Zealot is riddled with errors, probable errors, and exaggerations. Aslan tells us a builder in Nazareth had "little to do." Excavations at Nazareth and nearby Sepphoris suggest otherwise. Being a builder (or "carpenter") meant that "Jesus would have belonged to the lowest class of peasants in first-century Palestine." Where does this come from? Sepphoris, a major city of Galilee, is said to be "a day's walk" from Nazareth. Actually, it takes a jogger about 45 minutes. Scholars will be surprised to learn that the first-century Jewish prophet Jesus ben Ananias, mentioned by the historian Josephus, prophesied the "imminent return of the messiah." He did no such thing.
Aslan would have us believe that in an interval of one or two years (the time Jesus spent with John the Baptist) Galilee had become "urbanized, Hellenized, iniquitous." Previously it had been a place of family farms, open fields, and blooming orchards. Excavations at Sepphoris indicate that even this large, somewhat Hellenized city had not adopted foods and customs contrary to Jewish law and traditions in the time of Jesus. In fact, excavations throughout Galilee have revealed how faithful to the law of Moses the people were. When Jesus commands the cleansed leper to show himself to the village priest and do as Moses commanded, Aslan thinks "Jesus is joking." And his discussion of magic and miracles is confusing and inconsistent.
There are further mistakes. Aslan consistently mishandles the Greek term for "apostles." He assigns Eusebius to the third century, but the Christian apologist and historian flourished in the fourth century. He assumes throughout that Jesus and his disciples were illiterate (pg. 171: "they could neither read nor write"; pg. 178: "illiterate peasants from the backwoods of Galilee"). There is no engagement with scholarship that suggests otherwise. We are also told that James, the brother of Jesus, wore "simple garments made of linen, not wool." But linen was worn by the wealthy (see Luke 16:19), not the poor and simple.
The real problem of Zealot is seen in its exaggeration of the differences between Paul and the original apostles. There is no question that Paul sharply disagreed with Peter and other leaders over the question of the role of the law of Moses in the lives of non-Jewish converts. Aslan would have his readers believe that the debate centered on Christology, the divinity of Jesus, rather than on Ecclesiology, life in the church. But the debate as described in the book of Acts and in Paul's letters (especially Galatians) centers on food laws, Sabbath observance, and circumcision, not on the divinity of Jesus. Aslan would have done well to consult theologian David Wenham (author of Paul and Jesus) and others who show the misguided nature of claims that Paul invented Christianity.
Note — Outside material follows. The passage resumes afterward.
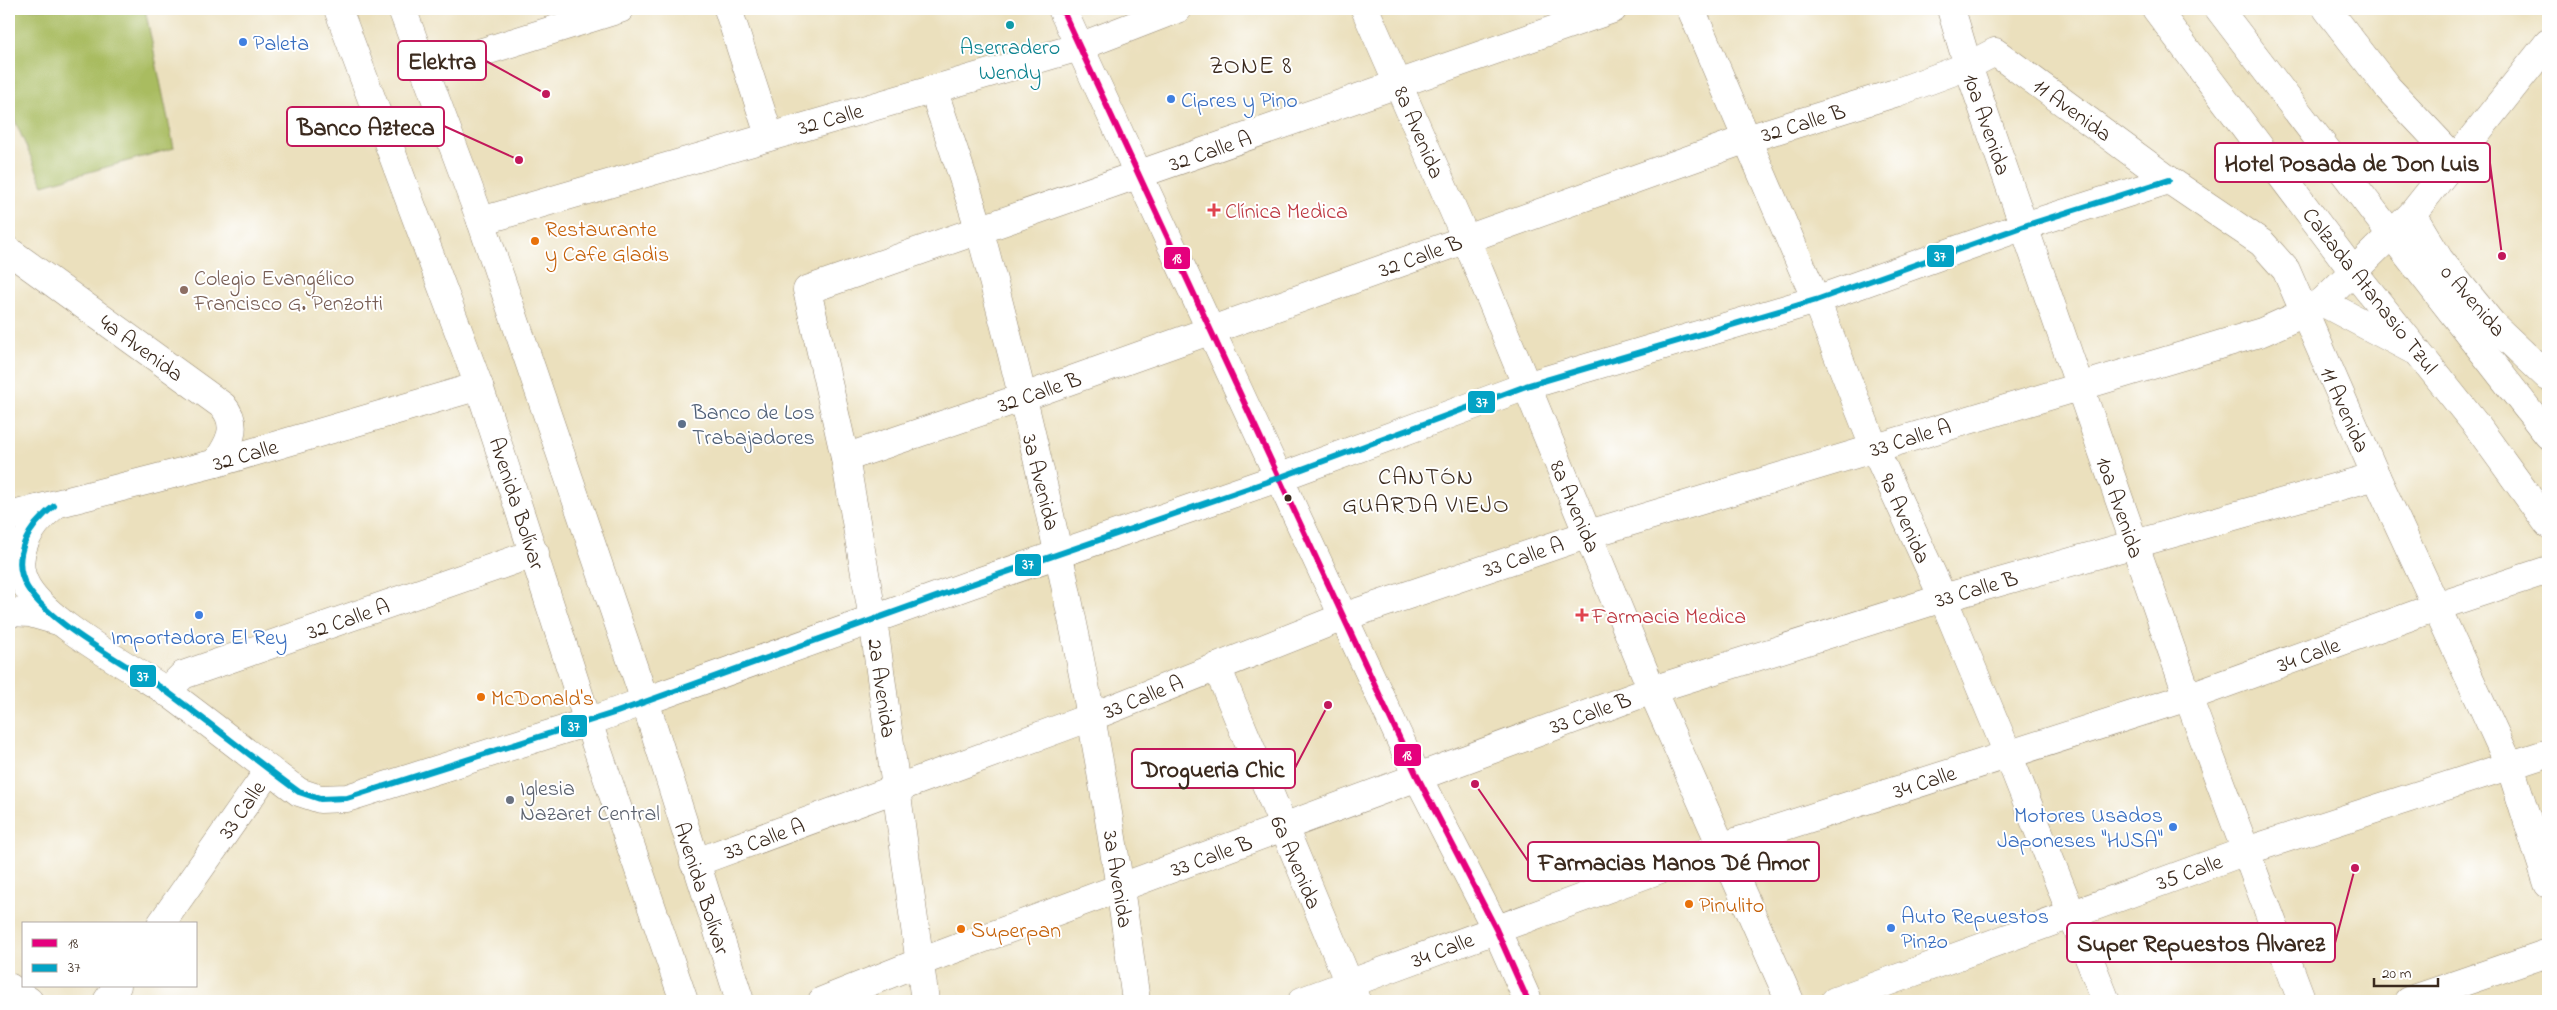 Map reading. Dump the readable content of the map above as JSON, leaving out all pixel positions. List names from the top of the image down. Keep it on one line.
{"streets":{"street":["11 Avenida","32 Calle","32 Calle B","10a Avenida","8a Avenida","32 Calle A","Calzada Atanasio Tzul","0 Avenida","4a Avenida","33 Calle A","3a Avenida","Avenida Bolívar","9a Avenida","33 Calle B","34 Calle","2a Avenida","33 Calle","6a Avenida","35 Calle"]},"crossings":[["11 Avenida","32 Calle B"],["11 Avenida","33 Calle A"],["11 Avenida","33 Calle B"],["11 Avenida","34 Calle"],["11 Avenida","33 Calle"],["11 Avenida","35 Calle"],["32 Calle","4a Avenida"],["32 Calle","3a Avenida"],["32 Calle","Avenida Bolívar"],["32 Calle B","10a Avenida"],["32 Calle B","8a Avenida"],["32 Calle B","3a Avenida"],["32 Calle B","9a Avenida"],["32 Calle B","2a Avenida"],["10a Avenida","33 Calle A"],["10a Avenida","33 Calle B"],["10a Avenida","34 Calle"],["10a Avenida","33 Calle"],["10a Avenida","35 Calle"],["8a Avenida","32 Calle A"],["8a Avenida","33 Calle A"],["8a Avenida","33 Calle B"],["8a Avenida","34 Calle"],["8a Avenida","33 Calle"],["32 Calle A","3a Avenida"],["32 Calle A","Avenida Bolívar"],["32 Calle A","2a Avenida"],["Calzada Atanasio Tzul","33 Calle A"],["0 Avenida","33 Calle A"],["33 Calle A","3a Avenida"],["33 Calle A","Avenida Bolívar"],["33 Calle A","9a Avenida"],["33 Calle A","2a Avenida"],["33 Calle A","6a Avenida"],["3a Avenida","33 Calle B"],["3a Avenida","33 Calle"],["Avenida Bolívar","33 Calle"],["9a Avenida","33 Calle B"],["9a Avenida","34 Calle"],["9a Avenida","33 Calle"],["9a Avenida","35 Calle"],["33 Calle B","2a Avenida"],["33 Calle B","6a Avenida"],["34 Calle","6a Avenida"],["2a Avenida","33 Calle"]],"districts":["ZONE 8","CANTÓN GUARDA VIEJO"],"places":{"other":["Aserradero Wendy","Paleta","Elektra","Cipres y Pino","Banco Azteca","Restaurante y Cafe Gladis","Hotel Posada de Don Luis","Colegio Evangélico Francisco G. Penzotti","Banco de Los Trabajadores","Importadora El Rey","McDonald's","Drogueria Chic","Farmacias Manos Dé Amor","Iglesia Nazaret Central","Motores Usados Japoneses \"HJSA\"","Super Repuestos Alvarez","Pinulito","Auto Repuestos Pinzo","Superpan"],"health":["Clínica Medica","Farmacia Medica"]},"lines":["transit line 18","transit line 37"],"legend":["18","37"],"scale_bar":"20 m"}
Recent media coverage has drawn attention to Aslan's Muslim heritage. As he himself explains, he was raised as a nominal Muslim, became a fundamentalist Christian as a teenager, and then abandoned his new faith after being exposed to biblical and historical criticism in his later education. Aslan earned a PhD in sociology and is now a professor of creative writing. I see nothing in his book that reflects distinctive Islamic beliefs about Jesus. The Qur'an, for example, explicitly asserts that Jesus was not executed, but rather one like him (Simon of Cyrene, who assisted Jesus in carrying the cross). Aslan contradicts this strange teaching (which apparently originated with the second-century heretic Basilides), rightly emphasizing the reality and brutality of Jesus' death on a Roman cross.
At points Aslan's book is informative; it is often entertaining. But it is also rife with questionable assertions. Let the reader beware.
Craig A. Evans is Payzant Distinguished Professor of New Testament at Acadia Divinity College in Nova Scotia, and the author of Fabricating Jesus: How Modern Scholars Distort the Gospels (InterVarsity Press).